Indian mathematician

Ajit Iqbal Singh (born 1943) is an Indian mathematician, specialising in functional analysis and harmonic analysis. Singh is a Fellow of the Indian National Science Academy (INSA), India's apex body of scientists and technologists. She is also a fellow of the National Academy of Sciences (India), based in Allahabad.

==Education==
Singh completed her under graduation in Mathematics from Indraprastha College and graduated in the same subject from Delhi University in 1963 and 1965, respectively.

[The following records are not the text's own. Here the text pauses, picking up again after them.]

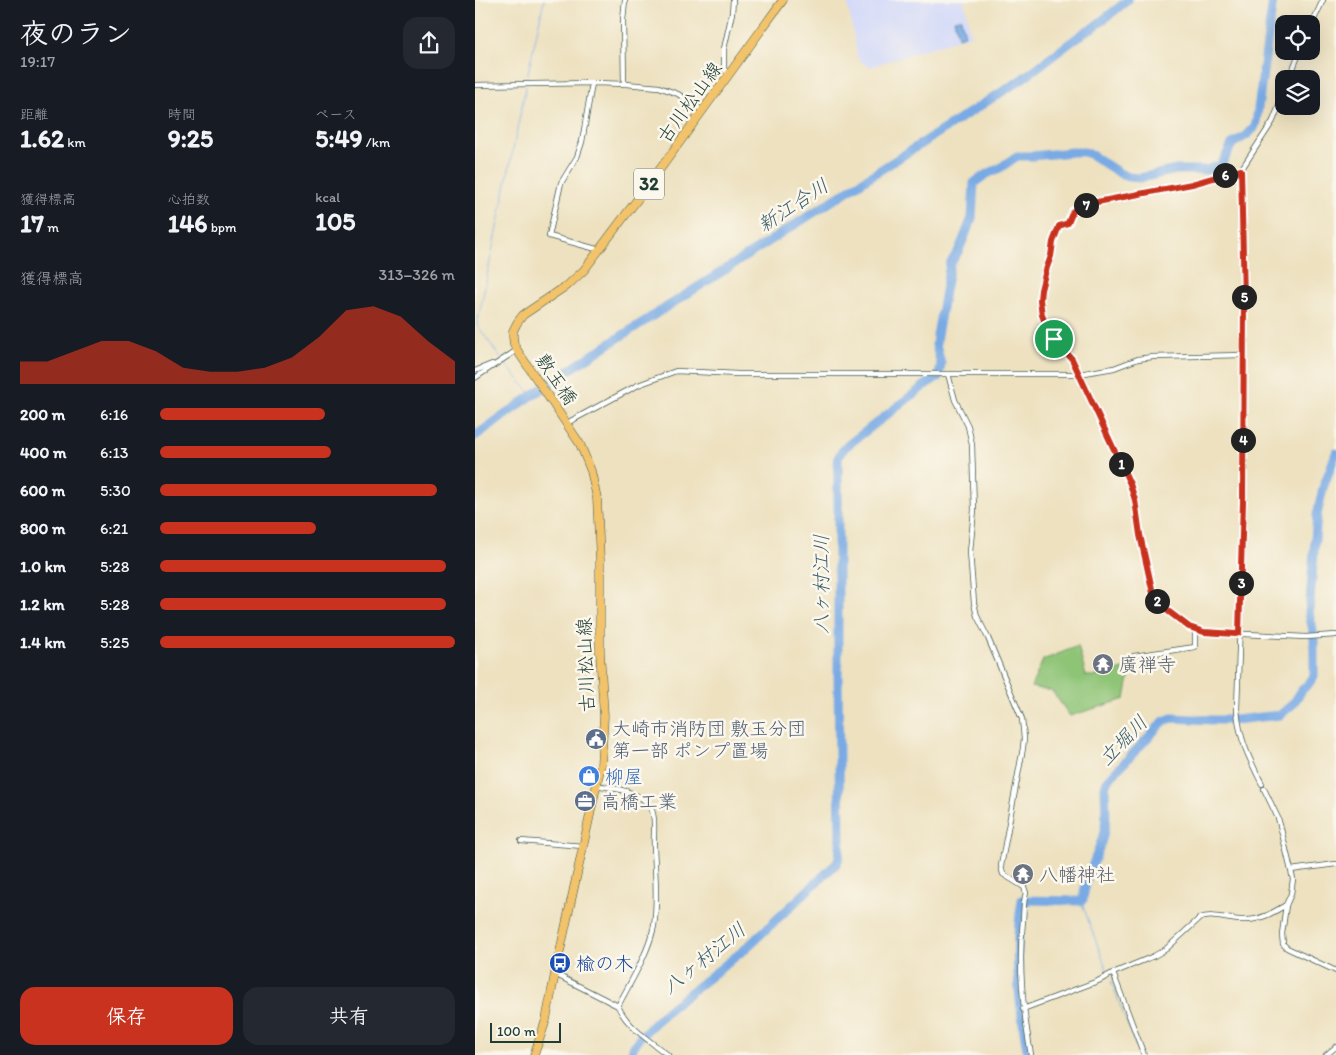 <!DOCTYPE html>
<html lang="ja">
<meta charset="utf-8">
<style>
body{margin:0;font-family:Itim,"Klee One",sans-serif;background:#242831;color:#f1f3f6;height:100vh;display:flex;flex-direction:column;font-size:19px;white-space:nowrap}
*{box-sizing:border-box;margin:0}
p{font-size:16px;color:#9ea1a6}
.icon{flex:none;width:28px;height:28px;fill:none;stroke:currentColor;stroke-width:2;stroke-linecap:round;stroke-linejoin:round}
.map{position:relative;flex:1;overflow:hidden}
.side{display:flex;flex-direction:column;background:#171b24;width:475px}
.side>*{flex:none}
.controls{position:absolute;left:800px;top:15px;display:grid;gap:10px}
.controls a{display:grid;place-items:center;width:45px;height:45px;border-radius:10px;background:#171b24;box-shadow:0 5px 20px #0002;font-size:25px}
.scale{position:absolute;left:15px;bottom:12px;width:71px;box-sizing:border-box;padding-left:5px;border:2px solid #1f3d34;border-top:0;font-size:14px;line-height:18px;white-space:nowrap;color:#1f3d34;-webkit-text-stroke:4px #fbf7ec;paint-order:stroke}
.pin{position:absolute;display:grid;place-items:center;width:42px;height:42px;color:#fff;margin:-21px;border:2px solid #fff;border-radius:50%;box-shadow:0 1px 5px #0007}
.km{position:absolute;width:25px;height:25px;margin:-12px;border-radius:50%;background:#222;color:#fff;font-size:14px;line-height:25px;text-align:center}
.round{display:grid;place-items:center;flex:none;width:52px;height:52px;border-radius:15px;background:#242831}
.summary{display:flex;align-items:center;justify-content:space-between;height:85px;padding:0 20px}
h1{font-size:28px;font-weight:700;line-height:38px}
.figures{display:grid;grid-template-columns:repeat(3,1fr);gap:8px;height:85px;padding:5px 20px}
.figures div{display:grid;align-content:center}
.figures b{font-size:25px;font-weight:700}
.figures small{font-size:14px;font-weight:400}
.figures p{font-size:14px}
.chart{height:140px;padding:10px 20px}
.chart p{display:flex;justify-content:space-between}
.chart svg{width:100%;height:90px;margin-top:5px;fill:#c8321e;opacity:.7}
.button{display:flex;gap:10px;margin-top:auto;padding:10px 20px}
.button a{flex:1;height:58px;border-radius:15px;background:#c8321e;color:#fff;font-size:20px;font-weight:700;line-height:58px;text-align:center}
.button a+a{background:#242831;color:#f1f3f6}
ul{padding:0 20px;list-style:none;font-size:16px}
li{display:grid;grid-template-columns:80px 60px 1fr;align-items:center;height:38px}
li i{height:12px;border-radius:6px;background:#c8321e}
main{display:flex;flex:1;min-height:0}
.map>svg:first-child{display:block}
</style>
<main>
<section class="side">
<div class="summary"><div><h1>夜のラン</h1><p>19:17</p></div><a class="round"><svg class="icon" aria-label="share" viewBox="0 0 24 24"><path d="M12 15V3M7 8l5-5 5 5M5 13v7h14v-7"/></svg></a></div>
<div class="figures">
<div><p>距離</p><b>1.62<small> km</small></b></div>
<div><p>時間</p><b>9:25</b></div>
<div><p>ペース</p><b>5:49<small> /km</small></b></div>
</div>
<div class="figures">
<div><p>獲得標高</p><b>17<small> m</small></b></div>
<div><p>心拍数</p><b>146<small> bpm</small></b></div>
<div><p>kcal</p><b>105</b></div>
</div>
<div class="chart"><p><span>獲得標高</span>313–326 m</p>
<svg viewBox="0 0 160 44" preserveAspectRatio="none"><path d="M0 44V33L10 33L20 28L30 23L40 23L50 28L60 36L70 38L80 38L90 36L100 31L110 21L120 8L130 6L140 11L150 23L160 33V44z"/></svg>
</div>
<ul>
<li><b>200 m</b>6:16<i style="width:56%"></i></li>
<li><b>400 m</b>6:13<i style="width:58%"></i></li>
<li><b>600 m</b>5:30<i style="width:94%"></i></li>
<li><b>800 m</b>6:21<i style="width:53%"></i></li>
<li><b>1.0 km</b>5:28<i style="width:97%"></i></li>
<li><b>1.2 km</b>5:28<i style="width:97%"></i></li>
<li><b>1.4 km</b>5:25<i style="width:100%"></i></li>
</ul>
<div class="button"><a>保存</a><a>共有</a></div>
</section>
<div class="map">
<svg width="861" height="1055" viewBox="0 0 861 1055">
<rect width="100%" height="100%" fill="#fbf7ec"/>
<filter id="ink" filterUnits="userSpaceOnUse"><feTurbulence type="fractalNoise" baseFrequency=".02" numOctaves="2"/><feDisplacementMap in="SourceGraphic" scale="10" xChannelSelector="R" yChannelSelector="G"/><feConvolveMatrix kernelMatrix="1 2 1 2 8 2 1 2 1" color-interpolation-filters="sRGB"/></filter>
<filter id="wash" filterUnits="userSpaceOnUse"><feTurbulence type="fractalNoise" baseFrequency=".0096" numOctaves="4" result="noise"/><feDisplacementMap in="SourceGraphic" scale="20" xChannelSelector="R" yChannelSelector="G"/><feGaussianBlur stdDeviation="1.12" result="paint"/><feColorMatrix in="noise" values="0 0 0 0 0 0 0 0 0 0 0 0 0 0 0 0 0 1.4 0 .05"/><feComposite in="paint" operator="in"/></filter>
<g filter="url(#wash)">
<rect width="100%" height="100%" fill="#ede1c0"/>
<polygon fill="#d3d9f9" points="372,0 489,0 496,35 395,67 383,60"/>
<polygon fill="#8ec476" stroke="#568055" points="603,646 611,676 622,676 656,667 650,699 595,716 577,691 556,687 568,660"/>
<polygon fill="#79aae4" stroke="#4c748c" points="486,18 490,35 483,37 479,19"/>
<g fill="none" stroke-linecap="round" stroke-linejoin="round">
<g stroke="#79aae4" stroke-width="1">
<polyline points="51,82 69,0"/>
<polyline points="51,86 2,325 27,360 58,396"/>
<polyline points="606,901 633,973"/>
<polyline points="636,981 664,1055"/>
</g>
<g stroke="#79aae4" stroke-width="9">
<polyline points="465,370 466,364 461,345 462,335 475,264 484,250 497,218 499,183 510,175 525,168 542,156 557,156 597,152 609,152 615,154 646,174 653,177 665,178 701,170 731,170 743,166 746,164 749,160 757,144 772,135 779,128 781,123 798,0"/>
<polyline points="0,436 76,382 134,344 547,79 611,31 619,27 653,0"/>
<polyline points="365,841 363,677 363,458 369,448 453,383 463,377 464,374"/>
<polyline points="157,1055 158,1048 164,1038 194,1009 269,950 361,864 364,858 365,846"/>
<path d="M553,1055C544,1003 538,952 547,900L606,901L608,900C610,874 626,852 630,827C632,814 630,800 630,787L632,781L683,727L689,721L697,718L737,720H760L805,715L818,704L827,690L835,682L839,676V635L834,613L842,515L848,488L861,453"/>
</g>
</g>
</g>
<g filter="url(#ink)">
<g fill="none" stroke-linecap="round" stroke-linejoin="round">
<g stroke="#3e5649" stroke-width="6">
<g id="street">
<polyline points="836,26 848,0"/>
<polyline points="254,75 249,69 249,49 257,13 258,0"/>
<polyline points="814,79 825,51"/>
<polyline points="117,83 107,142 102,157 86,183 74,236 125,250"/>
<polyline points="149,84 148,20 150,0"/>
<polyline points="0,85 120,83 151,84 184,87 203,94 228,111"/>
<polyline points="766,170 717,184 621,202 598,211 593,223 585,226 578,242 576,256 571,270 566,290 565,300 567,315 571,328 579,339 597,359 655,485 660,500 665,535 677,591 679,598 685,605 714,627 729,632 831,637 861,635"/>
<polyline points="0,371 17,364"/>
<path d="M473,374L480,400L493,426L497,445L499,510L495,552L499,603L502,616L513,638L547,719L549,738L548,748L526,866L528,874L549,887L551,893C548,902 549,911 548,920C543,966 548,1010 556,1055"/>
<polyline points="0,378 42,350"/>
<polyline points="92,423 163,385 201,371 263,374 604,374 639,368 663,359 677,357 769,355"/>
<polyline points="659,656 720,647 720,629"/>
<path d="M787,784C774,758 764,739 762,709L769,502V299L766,170L798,121L809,93"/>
<path d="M122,785C140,789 161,790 174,805C182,815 178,834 179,846C180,872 183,900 179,926C173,954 156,981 143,1006"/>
<polyline points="789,789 803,818 806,829 818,879 816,894 811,905 807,934 808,944 812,948 861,971"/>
<polyline points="46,841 108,846"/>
<polyline points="816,870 861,864"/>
<polyline points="638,973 669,1055"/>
<path d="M80,974L143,1006C152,1027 175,1041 193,1055"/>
<path d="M548,1009L623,981L638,973L679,956L691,949L725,918C740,913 755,921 771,920C786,920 799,912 811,905"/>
<polyline points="851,1055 861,1047"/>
</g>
</g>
<g stroke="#3e5649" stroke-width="9">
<polyline id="primary" points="59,1055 71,1020 80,974 126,765 129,716 125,652 125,560 122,498 116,471 105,444 42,350 39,344 38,337 38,331 42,323 48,315 94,284 109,270 180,176 308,0"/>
</g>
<use href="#street" stroke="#fff" stroke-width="4.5"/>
<use href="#primary" stroke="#f2c36a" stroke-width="8"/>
</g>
</g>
<g fill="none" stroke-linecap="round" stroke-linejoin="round" filter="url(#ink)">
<g stroke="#fff" stroke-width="10">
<polygon id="route" points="766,170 769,299 768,502 764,633 761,634 729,632 714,627 685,605 679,598 665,535 660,500 655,484 597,359 579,339 572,328 567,315 565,300 566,290 571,270 576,256 578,242 584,226 593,223 598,211 622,202 717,184"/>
</g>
<use href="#route" stroke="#c8321e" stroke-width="6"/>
</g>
<defs>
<g id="temple-disc" transform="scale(1.125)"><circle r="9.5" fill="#6b7280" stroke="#fbf7ec"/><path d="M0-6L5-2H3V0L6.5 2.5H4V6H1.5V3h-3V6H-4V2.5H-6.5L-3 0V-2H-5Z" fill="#fff"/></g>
<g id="civic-disc" transform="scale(1.125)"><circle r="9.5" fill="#5c6f8a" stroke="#fbf7ec"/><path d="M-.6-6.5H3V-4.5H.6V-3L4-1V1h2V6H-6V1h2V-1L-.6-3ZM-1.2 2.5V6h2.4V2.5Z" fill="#fff"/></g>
<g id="shop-disc" transform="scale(1.125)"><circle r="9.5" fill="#3f7fe0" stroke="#fbf7ec"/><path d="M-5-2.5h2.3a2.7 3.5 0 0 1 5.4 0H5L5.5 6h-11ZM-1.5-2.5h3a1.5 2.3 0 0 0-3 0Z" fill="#fff"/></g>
<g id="office-disc" transform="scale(1.125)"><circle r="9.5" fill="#5c6f8a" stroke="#fbf7ec"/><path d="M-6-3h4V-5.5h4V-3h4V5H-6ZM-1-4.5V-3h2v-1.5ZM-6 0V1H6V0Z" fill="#fff"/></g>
<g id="bus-disc" transform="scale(1.125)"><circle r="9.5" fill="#1a4fb4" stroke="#fbf7ec"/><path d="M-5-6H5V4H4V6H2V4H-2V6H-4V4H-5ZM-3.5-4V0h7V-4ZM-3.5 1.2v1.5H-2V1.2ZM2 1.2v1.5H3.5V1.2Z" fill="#fff"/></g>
</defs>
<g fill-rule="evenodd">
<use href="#temple-disc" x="628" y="664"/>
<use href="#civic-disc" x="121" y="739"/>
<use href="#shop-disc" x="114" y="776"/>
<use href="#office-disc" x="110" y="801"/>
<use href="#temple-disc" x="548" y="874"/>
<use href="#bus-disc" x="85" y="963"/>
</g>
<g text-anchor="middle" stroke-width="5" stroke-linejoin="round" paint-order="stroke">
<rect fill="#fbf7ec" stroke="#61756b" stroke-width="1" x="159" y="168.5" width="30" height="31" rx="4"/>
<g font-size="18" font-weight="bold" fill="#1f3d34">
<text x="174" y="190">32</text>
</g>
<g font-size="19" fill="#1f3d34" stroke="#fbf7ec">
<text transform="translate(214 102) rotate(-54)" y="7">古川松山線</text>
<text transform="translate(82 379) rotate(56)" y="7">敷玉橋</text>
<text transform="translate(110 665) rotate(-92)" y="7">古川松山線</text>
</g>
<g font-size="19" fill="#5b616d" stroke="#fbf7ec" text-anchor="start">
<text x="644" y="671">廣禅寺</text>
<text x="564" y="881">八幡神社</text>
</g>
<g font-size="19" fill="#4e5e75" stroke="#fbf7ec" text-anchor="start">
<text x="137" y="735">大崎市消防団 敷玉分団<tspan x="137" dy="22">第一部 ポンプ置場</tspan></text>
<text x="126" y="808">高橋工業</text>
</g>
<g font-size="19" fill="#366cbe" stroke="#fbf7ec" text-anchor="start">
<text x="130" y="783">柳屋</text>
</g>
<g font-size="19" fill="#164399" stroke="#fbf7ec" text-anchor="start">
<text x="101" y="970">楡の木</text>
</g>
<g font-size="20" font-style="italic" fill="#3a5e69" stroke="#fbf7ec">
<text transform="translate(318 205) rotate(-33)" y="7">新江合川</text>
<text transform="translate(346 584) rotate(-90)" y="7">八ヶ村江川</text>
<text transform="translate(648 740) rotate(-46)" y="7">立堀川</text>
<text transform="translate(229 958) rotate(-39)" y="7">八ヶ村江川</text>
</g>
</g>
</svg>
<div class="controls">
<a><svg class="icon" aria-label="locate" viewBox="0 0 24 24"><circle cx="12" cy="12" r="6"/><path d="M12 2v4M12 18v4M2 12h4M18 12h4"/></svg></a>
<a><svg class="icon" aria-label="layers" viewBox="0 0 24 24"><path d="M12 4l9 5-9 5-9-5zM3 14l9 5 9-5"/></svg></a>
</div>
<div class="scale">100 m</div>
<div class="pin" style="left:579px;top:339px;background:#1e9e55"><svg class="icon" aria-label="arrive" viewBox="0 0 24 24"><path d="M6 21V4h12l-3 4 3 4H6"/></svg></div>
<b class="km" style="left:646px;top:464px">1</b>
<b class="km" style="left:682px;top:601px">2</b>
<b class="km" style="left:766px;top:583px">3</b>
<b class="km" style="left:768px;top:440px">4</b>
<b class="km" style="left:769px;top:297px">5</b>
<b class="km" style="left:750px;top:175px">6</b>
<b class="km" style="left:611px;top:205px">7</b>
</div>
</main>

She earned a PhD in mathematics from the University of Cambridge in 1969. Her dissertation titled 'Contributions to the Theory of Linear Operators in Locally Convex Spaces', was supervised by Frank Smithies. Singh attended Cambridge as a Commonwealth Scholar at Newnham College from 1966 to 1969.

==Career==
Singh began teaching immediately after completing her master's degree, as faculty at Indraprastha College, Delhi University. On completing her PhD from Cambridge, she returned to Delhi and joined Hindu College. She taught alongside her research in functional analysis and harmonic analysis. In 1974, Singh was appointed reader in mathematics at Delhi University South Campus and continued on as professor from 1984 to 2008. From 2008, she has been a visiting professor at the Indian Statistical Institute, Delhi Centre.

==Work==
Singh has worked on linear operators in locally convex spaces, topological algebra, spectral synthesis in hypergroups, multipliers and module homomorphisms, semigroup algebras, applications of harmonic analysis to differential equations and orthogonal polynomials, geometry of the range of a vector measure, and quotient rings of algebras of functions and operators.

==Awards and recognition==
Singh was awarded the Rai Bahadur Brij Mohan Lal Saheb Memorial Gold Medal and the Ravi Kanta Devi Prize from Delhi University.